Paris (75004)

« Outsiders » : Œuvres de la collection du Musée d’art naïf et marginal de Jagodina

| Du au

« La formation académique en beauté
est une imposture. Nous avons été tellement trompé, mais si bien trompé que nous pouvons à peine recouvrir une ombre de la vérité...
L’art n’est pas l’application d’un canon de beauté mais ce que l’instinct et le cerveau peuvent concevoir au delà de n’importe quel canon »...
(Picasso, Boisgeloup, 1934).

Exposition du 26 avril au 8 juin 2013
Centre culturel de Serbie/ Kulturni centar Srbije
123, rue Saint Martin, 75004 Paris

Les plus importants courants dans les arts plastiques pendant les dernières décennies du 19e siècle seront marqués en Europe par la naissance des l’Art moderne. Les tournants dynamiques dans le domaine de l’esthétique au début du 20e siècle, d’abord en France et en Allemagne, plus précisément dans les milieux artistiques de Paris, de Munich et de Berlin, ont défini son profil. Les protagonistes de l’Art moderne rejetaient l’expression académique et la vision réaliste. Le monde objectivement visible recule vers le passé. Les contraintes des canons artistiques au sein de l’establishment dominant les arts plastiques devenaient claustrophobes. La vie était devenue trop complexe et l’expérience de nouveaux acquis scientifiques suffisamment variée pour que les formes anciennes d’expression ne puissent plus perdurer. C’est ainsi que les grands styles collectifs seront remplacés par des styles individuels qui, forts de leurs formules originales, viendront changer les idées sur la perception, encourager la continuité de l’évolution des libertés artistiques, créer une nouvelle réalité dans les arts.

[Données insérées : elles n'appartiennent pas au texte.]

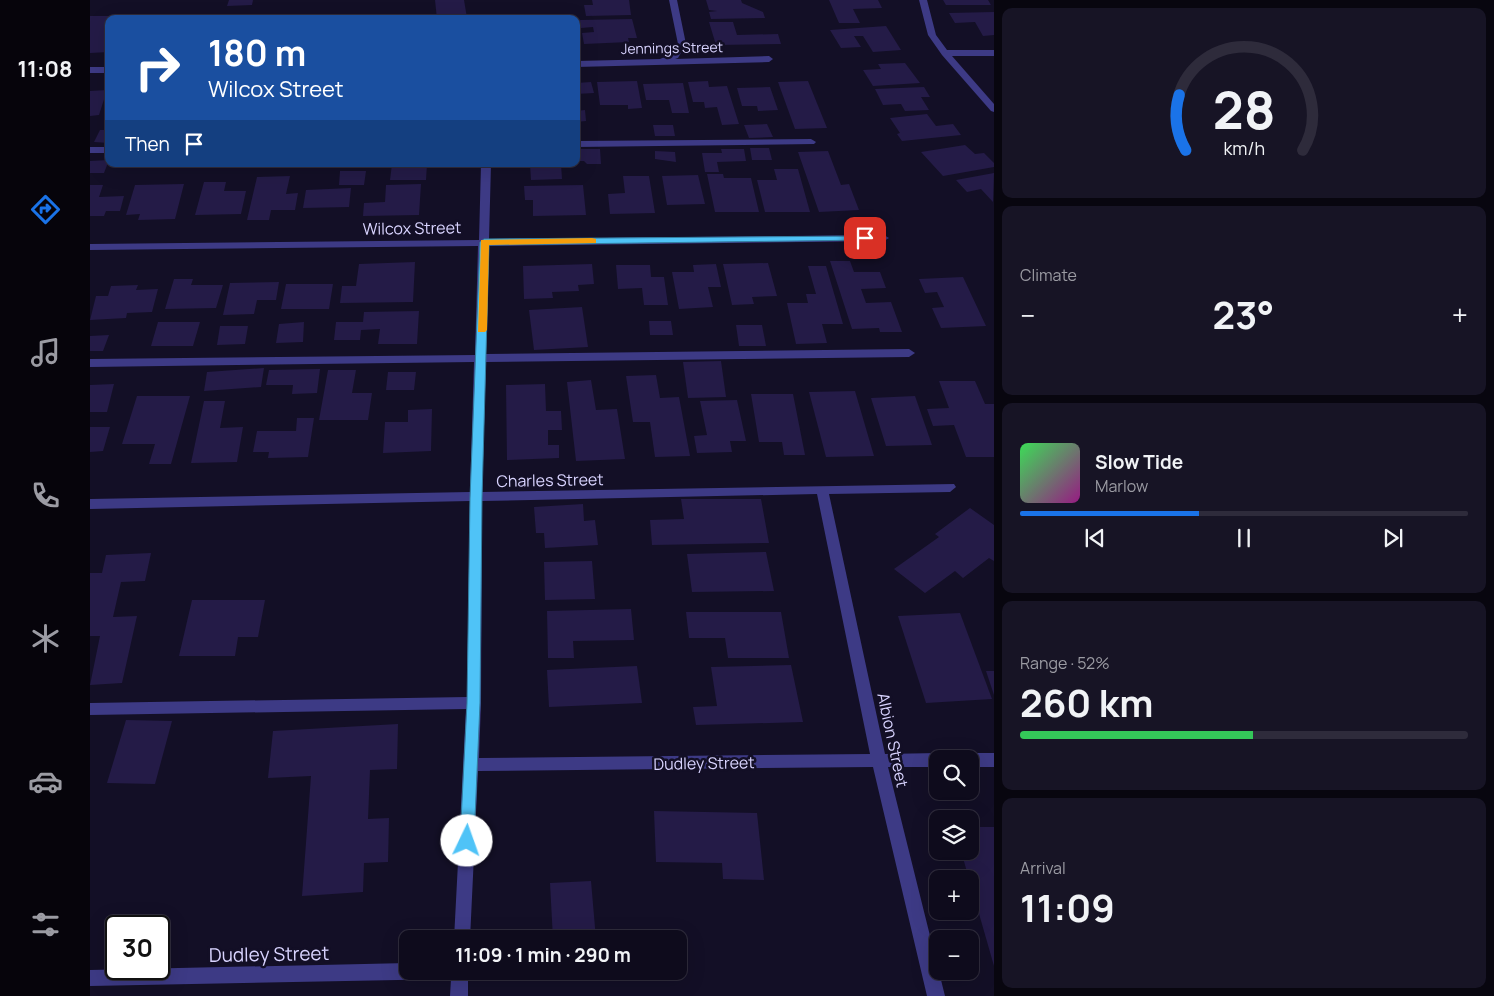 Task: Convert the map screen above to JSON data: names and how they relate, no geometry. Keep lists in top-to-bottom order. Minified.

Et pourtant, il y a toujours eu, comme aujourd’hui, une discorde envers la reconnaissance des formes nouvelles du langage des arts plastiques et des valeurs esthétiques nouvelles. Il a toujours fallu du temps pour que la qualité d’une œuvre gagne la confiance, pour que des éléments novateurs pénètrent dans l’institutionnel, se consolident et s’approprient le terrain. L’art nouveau est aussi le résultat d’une mentalité nouvelle.

L’art des "outsiders" ou marginaux voit le jour dans l’ambiance de rapports sociaux quasi détruits, d’une aliénation forcenée aux conséquences imprévisibles. C’est l’art des hommes rejetés qui commencent, en créant leurs œuvres d’art, à exprimer spontanément une sorte de révolte inconsciente contre toute sorte d’unification, pour marquer leur place dans l’univers. Le tohu-bohu du monde moderne, les événements accélérés, l’invasion de la technocratie viennent menacer l’homme sous la forme d’un manque d’humanité envers l’individu.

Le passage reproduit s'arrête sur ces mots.